In part 1 of our blog post on skills to cope with chronic pain, we talked about the skills of understanding, acceptance and calming. In this post we are discussing the fourth skill – balancing.
THE FOURTH SKILL: Balancing
You need to create a balanced and sustainable lifestyle, which will require some tools. Patients with pain who describe themselves as being successful in managing their pain all report that they have developed a pattern of living that works for them, but they also report being adaptable to episodes of pain.
Pacing involves learning not to overdo activities. That is about doing a little bit at a time, not overdoing it, but staying busy. A balancing act. You want to be able to build slowly on how much you can do without having set-backs where subsequent days are spent in bed or having major pain flare- ups. Slow and steady wins the race. This can be tricky to start with. Be realistic about your abilities, even on the ‘good’ days don’t push yourself too far as you know you will pay the price tomorrow.

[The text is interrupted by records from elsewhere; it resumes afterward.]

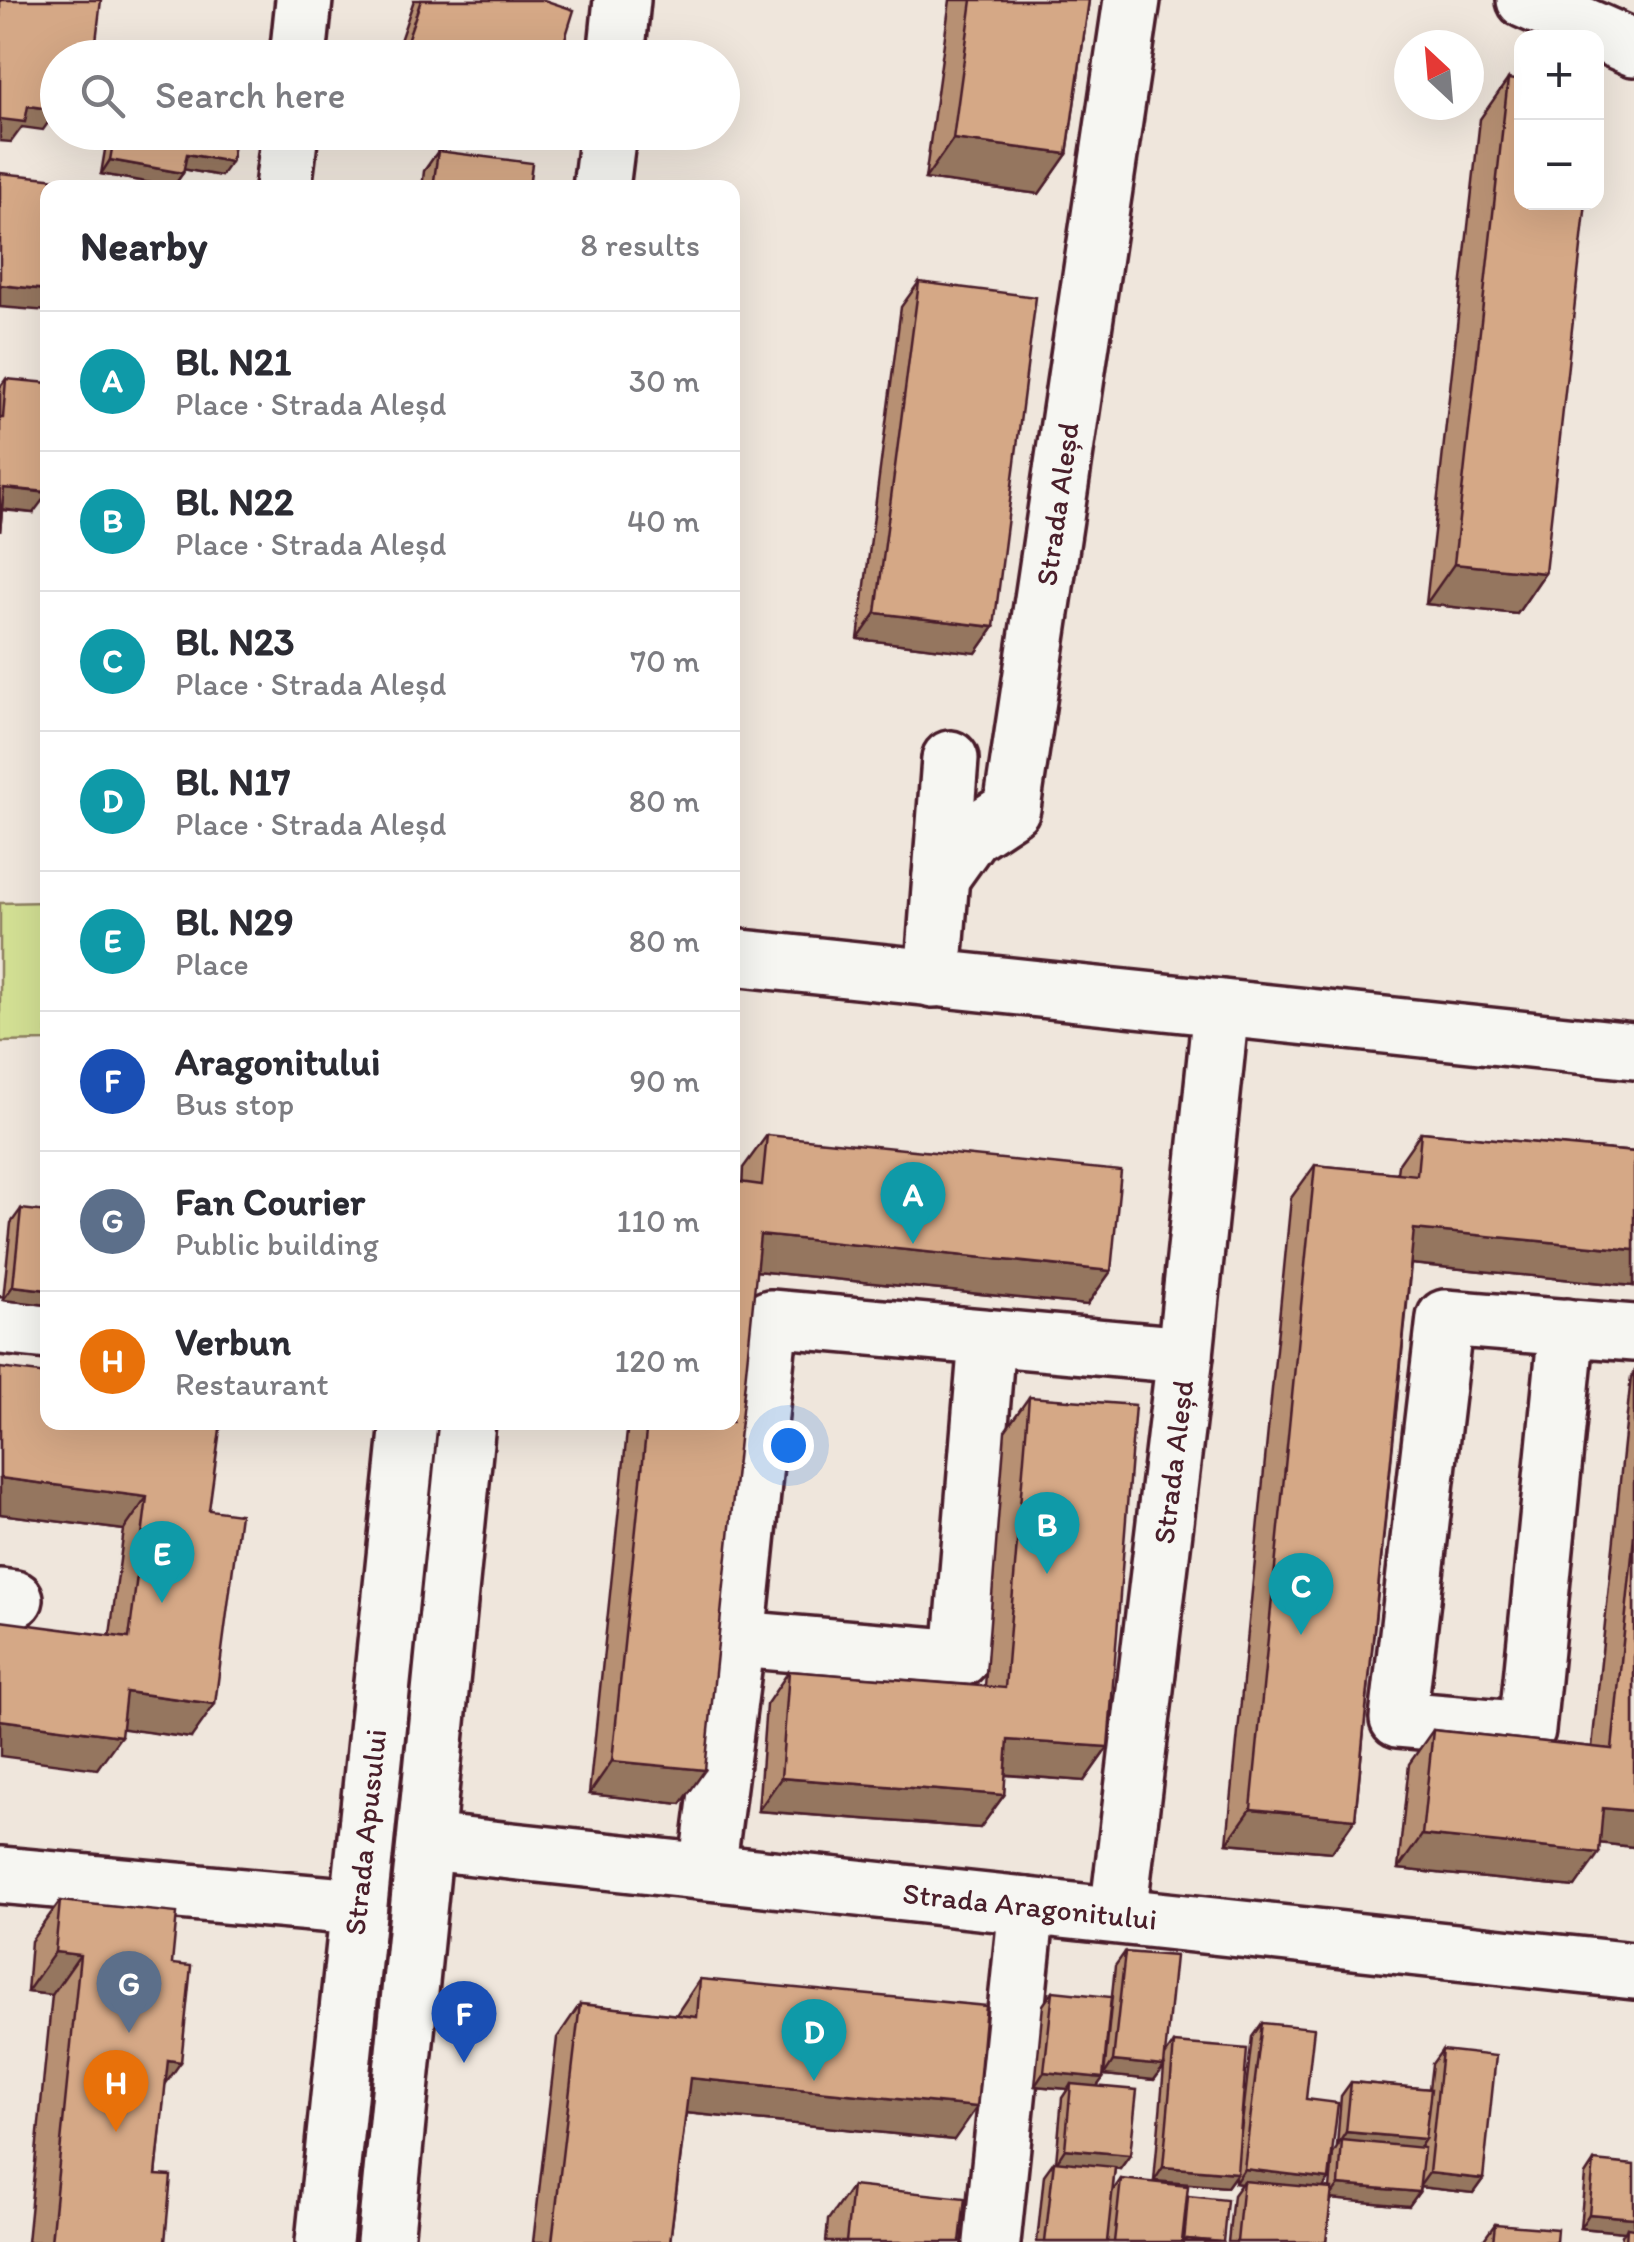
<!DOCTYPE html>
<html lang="en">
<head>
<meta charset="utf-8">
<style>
	body { margin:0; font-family:Itim,sans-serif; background:#f2f2f3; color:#2b2b33 }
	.controls { position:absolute; right:30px; top:30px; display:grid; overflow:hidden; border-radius:20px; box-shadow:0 10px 40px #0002 }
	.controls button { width:90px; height:90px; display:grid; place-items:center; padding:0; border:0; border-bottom:2px solid #e1e1e2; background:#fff; color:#2b2b33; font:50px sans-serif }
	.compass { position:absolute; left:1394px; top:30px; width:90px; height:90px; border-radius:50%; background:#fff; box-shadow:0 10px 40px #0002; rotate:334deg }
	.you { position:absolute; left:788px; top:1445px; width:35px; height:35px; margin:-25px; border:8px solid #fff; border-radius:50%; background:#1a73e8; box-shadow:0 0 0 15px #1a73e833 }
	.badge { display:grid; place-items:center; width:65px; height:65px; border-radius:50%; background:#c8321e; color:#fff; font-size:32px; font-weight:700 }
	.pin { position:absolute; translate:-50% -82px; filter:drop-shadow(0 2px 5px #0008) }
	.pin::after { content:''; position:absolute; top:52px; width:35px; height:30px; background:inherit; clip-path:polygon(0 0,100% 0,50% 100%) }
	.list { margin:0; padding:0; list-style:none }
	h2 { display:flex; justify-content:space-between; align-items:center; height:130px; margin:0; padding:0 40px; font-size:42px }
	h2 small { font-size:32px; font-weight:400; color:#7c7c81 }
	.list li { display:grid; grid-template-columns:65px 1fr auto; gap:30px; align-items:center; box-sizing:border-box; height:140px; padding:0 40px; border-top:2px solid #e1e1e2 }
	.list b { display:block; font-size:38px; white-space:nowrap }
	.list p { margin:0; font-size:32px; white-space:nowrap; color:#7c7c81 }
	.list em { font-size:32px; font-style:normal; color:#7c7c81 }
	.icon { flex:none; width:55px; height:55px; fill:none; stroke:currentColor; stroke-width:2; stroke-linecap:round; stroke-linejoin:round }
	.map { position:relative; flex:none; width:1634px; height:2242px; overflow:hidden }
	.search { position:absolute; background:#fff; box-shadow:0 10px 40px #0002; left:40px; top:40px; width:700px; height:110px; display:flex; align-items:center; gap:25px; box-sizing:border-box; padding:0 35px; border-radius:55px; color:#7c7c81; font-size:38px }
	.panel { position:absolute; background:#fff; box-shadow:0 10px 40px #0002; left:40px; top:180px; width:700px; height:1250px; border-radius:20px }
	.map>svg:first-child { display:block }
	.green { fill:#d3e094; stroke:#8e8060; stroke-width:2.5 }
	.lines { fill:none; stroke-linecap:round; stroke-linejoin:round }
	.minor-casing { stroke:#4a1f2b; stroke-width:62 }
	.major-casing { stroke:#4a1f2b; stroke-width:62 }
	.minor { stroke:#f6f6f2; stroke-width:55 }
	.major { stroke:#f6f6f2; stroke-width:55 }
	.wall { fill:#b79073; stroke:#4a1f2b; stroke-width:2.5 }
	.shaded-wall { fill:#95765e; stroke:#4a1f2b; stroke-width:2.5 }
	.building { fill:#d5a886; stroke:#4a1f2b; stroke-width:2.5 }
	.labels { text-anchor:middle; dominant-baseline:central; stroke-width:8; stroke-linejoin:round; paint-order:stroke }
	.street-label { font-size:30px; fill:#4a1f2b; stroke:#f6f6f2 }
</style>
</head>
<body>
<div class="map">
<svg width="1634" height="2242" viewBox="0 0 1634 2242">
	<rect width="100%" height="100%" fill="#efe6dc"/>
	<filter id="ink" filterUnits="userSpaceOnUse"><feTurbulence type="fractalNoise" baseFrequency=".01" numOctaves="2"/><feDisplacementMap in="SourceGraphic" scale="20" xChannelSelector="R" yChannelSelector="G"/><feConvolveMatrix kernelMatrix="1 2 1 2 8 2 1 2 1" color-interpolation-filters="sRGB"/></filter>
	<g filter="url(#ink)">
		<path class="green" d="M47 902V1041L0 1042V903Z"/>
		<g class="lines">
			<g class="minor-casing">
				<g id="minor">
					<path d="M298 58 304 0"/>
					<path d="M283 188 290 132"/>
					<path d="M941 877 971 835 1012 808 1132 0"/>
					<path d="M732 957 1634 1051"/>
					<path d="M933 979 950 759"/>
					<path d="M0 1326 48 1331"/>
					<path d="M1567 1327 1527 1730 1398 1719 1445 1318 1634 1333"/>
					<path d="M0 1597 15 1599"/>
					<path d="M737 1639 961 1658 987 1339"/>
					<path d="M427 1842 1634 1971"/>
					<path d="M707 1871 737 1639 770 1318 1185 1355"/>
					<path d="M0 1875 356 1907"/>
					<path d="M1118 1915 1185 1355 1221 1008"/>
					<path d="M992 2242 1027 1906"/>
				</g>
			</g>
			<g class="major-casing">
				<g id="major">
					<path d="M1525 0 1634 48"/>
					<path d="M616 58 622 0"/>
					<path d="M601 188 608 132"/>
					<path d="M324 2242 409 1422"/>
					<path d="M385 2242 467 1422"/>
				</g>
			</g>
			<use href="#minor" class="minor"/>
			<use href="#major" class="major"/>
		</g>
		<g class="wall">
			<path d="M414 0H544L559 58H394Z"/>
			<path d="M950 0H1089L1067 154 1039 194 925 179Z"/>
			<path d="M1508 79 1545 573 1517 614 1426 604 1480 119Z"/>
			<path d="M108 132H236L221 176 184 169 183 173 173 187 101 174Z"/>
			<path d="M438 151 529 188H422L424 171Z"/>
			<path d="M919 282 994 627 976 653 858 639 901 307Z"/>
			<path d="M6 379 33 513 2 510 0 532V387Z"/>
			<path d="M1421 1132 1634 1152V1286L1411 1264 1355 1819 1332 1852 1227 1843 1291 1198 1315 1165 1397 1173 1398 1165Z"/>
			<path d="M767 1135 1111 1271 1087 1305 756 1271 681 1804 589 1794 628 1422H732L743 1168Z"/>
			<path d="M21 1209 48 1305 3 1300 11 1223Z"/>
			<path d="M0 1368 209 1510 191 1738 122 1728 97 1769 110 1635 124 1530 0 1514Z"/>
			<path d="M1634 1372V1847L1600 1843 1575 1887 1398 1869 1409 1764 1433 1730 1592 1747 1631 1377Z"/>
			<path d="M1029 1397 1108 1747 1084 1781 1005 1775 1004 1795 980 1828 758 1811 766 1705 789 1671 985 1686 1005 1431Z"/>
			<path d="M60 1901 172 1964 165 2084 156 2175 165 2242H27L52 1995 27 1992 31 1941Z"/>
			<path d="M1125 1952 1165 2056 1174 2043 1241 2132 1252 2037 1262 2023 1306 2099 1329 2179 1323 2188 1330 2189 1333 2154 1338 2146H1337L1341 2096 1351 2082 1429 2089 1432 2064 1442 2050 1483 2179 1473 2193 1420 2187 1419 2192 1409 2206 1331 2199 1326 2242H1228L1233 2195 1241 2184 1235 2183V2176L1227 2187 1154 2181 1164 2067 1154 2080 1104 2075 1115 1966Z"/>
			<path d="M700 1979 954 2140 686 2113 670 2242H533L557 2038 580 2004 676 2015Z"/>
			<path d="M1053 1991 1103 2078 1097 2086 1130 2155 1120 2169 1115 2168 1112 2192 1121 2179 1186 2199 1188 2196 1223 2242H1037L1044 2175 1054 2161 1056 2162 1062 2098 1068 2089 1035 2086 1043 2005Z"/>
			<path d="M1594 2161 1634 2242H1621L1622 2235 1625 2232 1580 2228 1585 2175Z"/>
			<path d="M852 2186 960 2242H826L828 2220Z"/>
			<path d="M1495 2224 1556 2242H1485V2238Z"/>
		</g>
		<g class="shaded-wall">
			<path d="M28 106 57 110 43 130 22 127 11 142 0 141V119Z"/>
			<path d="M953 139 1067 154 1039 194 925 179Z"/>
			<path d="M187 154 231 162 221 176 177 168Z"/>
			<path d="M110 160 183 173 173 187 101 174Z"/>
			<path d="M0 285 48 290V311L0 307Z"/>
			<path d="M4 488 48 493 33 513 0 509Z"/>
			<path d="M1454 564 1545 573 1517 614 1426 604Z"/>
			<path d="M876 613 994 627 976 653 858 639Z"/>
			<path d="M1414 1229 1634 1250V1286L1391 1262Z"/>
			<path d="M760 1235 1111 1271 1087 1305 736 1269Z"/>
			<path d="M13 1286 48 1290V1305L3 1300Z"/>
			<path d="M0 1478 147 1497 124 1530 0 1514Z"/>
			<path d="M126 1692 215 1704 191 1738 103 1726Z"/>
			<path d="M0 1720 121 1736 97 1769 0 1756Z"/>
			<path d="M1008 1740 1108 1747 1084 1781 985 1773Z"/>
			<path d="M612 1761 705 1770 681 1804 589 1794Z"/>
			<path d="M781 1778 1004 1795 980 1828 758 1811Z"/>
			<path d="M1603 1808 1634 1811V1847L1580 1841Z"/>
			<path d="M1251 1809 1355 1819 1332 1852 1227 1843Z"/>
			<path d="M1422 1835 1599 1853 1575 1887 1398 1869Z"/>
			<path d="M55 1952 80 1955 52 1995 27 1992Z"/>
			<path d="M168 2060 181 2062 153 2102Z"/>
			<path d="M1113 2061 1164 2066 1154 2080 1104 2075Z"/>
			<path d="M1044 2072 1103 2078 1093 2092 1071 2084 1068 2089 1035 2086Z"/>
			<path d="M690 2078 977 2107 954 2140 666 2111Z"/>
			<path d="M1346 2132 1425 2139 1416 2153 1342 2140 1337 2146Z"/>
			<path d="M1065 2149 1130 2155 1120 2169 1056 2163Z"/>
			<path d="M1163 2167 1237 2173 1227 2187 1154 2181Z"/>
			<path d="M1244 2169 1329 2179 1320 2193 1243 2181 1241 2184 1235 2183Z"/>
			<path d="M1429 2173 1483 2179 1473 2193 1419 2187Z"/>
			<path d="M1339 2185 1419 2192 1409 2206 1329 2199Z"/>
			<path d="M1589 2214 1634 2218V2232L1627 2228 1625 2232 1580 2228Z"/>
		</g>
		<g class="building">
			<path d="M0 0H101L94 58H58L57 110 28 106 25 122 0 119Z"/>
			<path d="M421 0H544L574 10 559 58H401Z"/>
			<path d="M972 0H1089L1067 154 953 139Z"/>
			<path d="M1508 79 1522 81V202H1586L1545 573 1454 564Z"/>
			<path d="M115 132H236L231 162 187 154 183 173 110 160Z"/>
			<path d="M438 151 532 163 529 188H433Z"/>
			<path d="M0 173 86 182V188H48V290L0 285Z"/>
			<path d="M919 282 1036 297 994 627 876 613Z"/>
			<path d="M6 379 48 383V492L4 488 0 532V418H3Z"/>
			<path d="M1421 1132 1634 1152V1250L1414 1229 1355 1819 1251 1809 1315 1165 1417 1175Z"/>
			<path d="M767 1135 1121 1171 1111 1271 760 1235 705 1770 612 1761 647 1422H732V1181L762 1185Z"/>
			<path d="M21 1209 48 1212V1290L13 1286Z"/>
			<path d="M0 1368 48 1374V1422H221L209 1510 240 1514 215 1704 126 1692 121 1736 0 1720V1621L129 1638 147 1497 0 1478Z"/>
			<path d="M1029 1397 1135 1405 1108 1747 1008 1740 1004 1795 781 1778 789 1671 1005 1688Z"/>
			<path d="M1634 1536V1811L1603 1808 1599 1853 1422 1835 1433 1730 1612 1749Z"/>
			<path d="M60 1901 177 1913 172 1964 191 1966 181 2062 168 2060 156 2175 171 2176 165 2242H51L80 1955 55 1952Z"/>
			<path d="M1125 1952 1175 1956 1164 2066 1113 2061Z"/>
			<path d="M700 1979 986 2006 977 2107 690 2078 670 2242H552L580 2004 697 2017Z"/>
			<path d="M1053 1991 1111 1997 1103 2078 1044 2072Z"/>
			<path d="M1262 2023 1314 2028 1306 2099 1338 2103 1329 2179 1244 2169Z"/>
			<path d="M1174 2043 1247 2049 1237 2173 1163 2167Z"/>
			<path d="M1442 2050 1496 2056 1483 2179 1429 2173Z"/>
			<path d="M1351 2082 1431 2089 1425 2139 1346 2132Z"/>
			<path d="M1071 2084 1137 2090 1130 2155 1065 2149Z"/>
			<path d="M1342 2140 1424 2148 1419 2192 1339 2185Z"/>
			<path d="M1054 2161 1115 2167 1107 2242H1045Z"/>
			<path d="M1594 2161 1634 2165V2218L1589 2214Z"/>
			<path d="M1121 2179 1188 2186 1182 2242H1114Z"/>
			<path d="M1243 2181 1332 2189 1326 2242H1237Z"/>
			<path d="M852 2186 965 2198 960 2242H846Z"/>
			<path d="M1188 2196 1227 2200 1223 2242 1187 2239 1184 2242Z"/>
			<path d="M1495 2224 1557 2229 1556 2242H1493Z"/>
			<path d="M1627 2228 1634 2229V2242H1626Z"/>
			<path d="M1187 2239 1219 2242H1186Z"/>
		</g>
	</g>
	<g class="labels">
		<g class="street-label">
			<text transform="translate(1057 504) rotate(-82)">Strada Aleșd</text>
			<text transform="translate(1173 1462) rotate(-83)">Strada Aleșd</text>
			<text transform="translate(365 1832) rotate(-84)">Strada Apusului</text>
			<text transform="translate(1030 1906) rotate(6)">Strada Aragonitului</text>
		</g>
	</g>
</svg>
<div class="controls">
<button>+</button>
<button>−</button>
</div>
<svg class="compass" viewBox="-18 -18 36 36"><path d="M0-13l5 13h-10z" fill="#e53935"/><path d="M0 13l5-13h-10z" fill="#7c7c81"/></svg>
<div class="you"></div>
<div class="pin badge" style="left:913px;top:1244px;background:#0f9aa8">A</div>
<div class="pin badge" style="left:1047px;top:1574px;background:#0f9aa8">B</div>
<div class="pin badge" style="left:1301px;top:1635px;background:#0f9aa8">C</div>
<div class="pin badge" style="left:814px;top:2081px;background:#0f9aa8">D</div>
<div class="pin badge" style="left:162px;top:1603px;background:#0f9aa8">E</div>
<div class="pin badge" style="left:464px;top:2063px;background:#1a4fb4">F</div>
<div class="pin badge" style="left:129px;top:2033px;background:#5c6f8a">G</div>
<div class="pin badge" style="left:116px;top:2132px;background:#e8710a">H</div>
<div class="search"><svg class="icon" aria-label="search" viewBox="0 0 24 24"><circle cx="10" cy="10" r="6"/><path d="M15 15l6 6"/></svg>Search here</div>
<section class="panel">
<h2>Nearby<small>8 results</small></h2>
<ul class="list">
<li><span class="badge" style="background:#0f9aa8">A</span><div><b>Bl. N21</b><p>Place · Strada Aleșd</p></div><em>30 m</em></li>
<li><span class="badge" style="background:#0f9aa8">B</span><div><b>Bl. N22</b><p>Place · Strada Aleșd</p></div><em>40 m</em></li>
<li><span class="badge" style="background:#0f9aa8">C</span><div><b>Bl. N23</b><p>Place · Strada Aleșd</p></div><em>70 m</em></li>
<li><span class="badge" style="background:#0f9aa8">D</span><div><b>Bl. N17</b><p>Place · Strada Aleșd</p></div><em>80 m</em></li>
<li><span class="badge" style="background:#0f9aa8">E</span><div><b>Bl. N29</b><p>Place</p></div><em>80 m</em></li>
<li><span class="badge" style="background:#1a4fb4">F</span><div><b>Aragonitului</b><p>Bus stop</p></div><em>90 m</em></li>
<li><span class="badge" style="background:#5c6f8a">G</span><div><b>Fan Courier</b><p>Public building</p></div><em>110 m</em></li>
<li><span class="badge" style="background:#e8710a">H</span><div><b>Verbun</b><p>Restaurant</p></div><em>120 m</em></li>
</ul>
</section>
</div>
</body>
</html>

This can be difficult as anxiety and pain can prevent you from sleeping, however sleep is the time when your body heals and recovers. It is also essential to better cope with emotions once rested. Many pain patients feel guilty about sleeping as they already feel they are not productive enough in the day. Sleep requires assertiveness (say no to helping do something and rather have a short rest), time management (an afternoon rest must be monitored, set an alarm for 1 hour), and goal setting (activity and rest must be balanced). If you have overdone it during the day, being unable to spend family time together in the evening can be upsetting – you have to structure rest periods into your day in order to cope.
Keeping an activity diary will help you figure out quite quickly what is too much and where you can do more. Time management is essential to plan your week to ensure your work or tasks are done but that you still have enough energy left to enjoy some quality time and fun with family or friends. It allows you to consider breaking up larger tasks into a bunch of smaller ones spread over the day or even week, ensuring you don’t overdo it and have a set-back. Knowing how much you can do each day of the week and weekends, planning in afternoon naps, knowing when you have meetings or appointments, dinner dates to attend or wanting to join friends for a morning walk will allow you to adjust your schedule so you know you can cope day after day. Know your limits and learn to ‘say no’ if necessary. Use a simple activity tracker to help you monitor your day.
Having goals will help you plan your day and activities to ensure you reach a daily goal. You can have short term goals to aim for over a matter of weeks or longer term goals to strive towards in the coming months. A short term goal may be wanting to plant the flower beds for spring, or being able to take the dog for a 20 minute walk. Using a pacing strategy you can build up to this slowly over time. The increments that you improve daily may be small and hard to recall, especially on the bad days, but over time staying focused on a goal gives you direction and purpose. Keeping a daily diary of your pain and activity will help you stay the course and achieve those goals.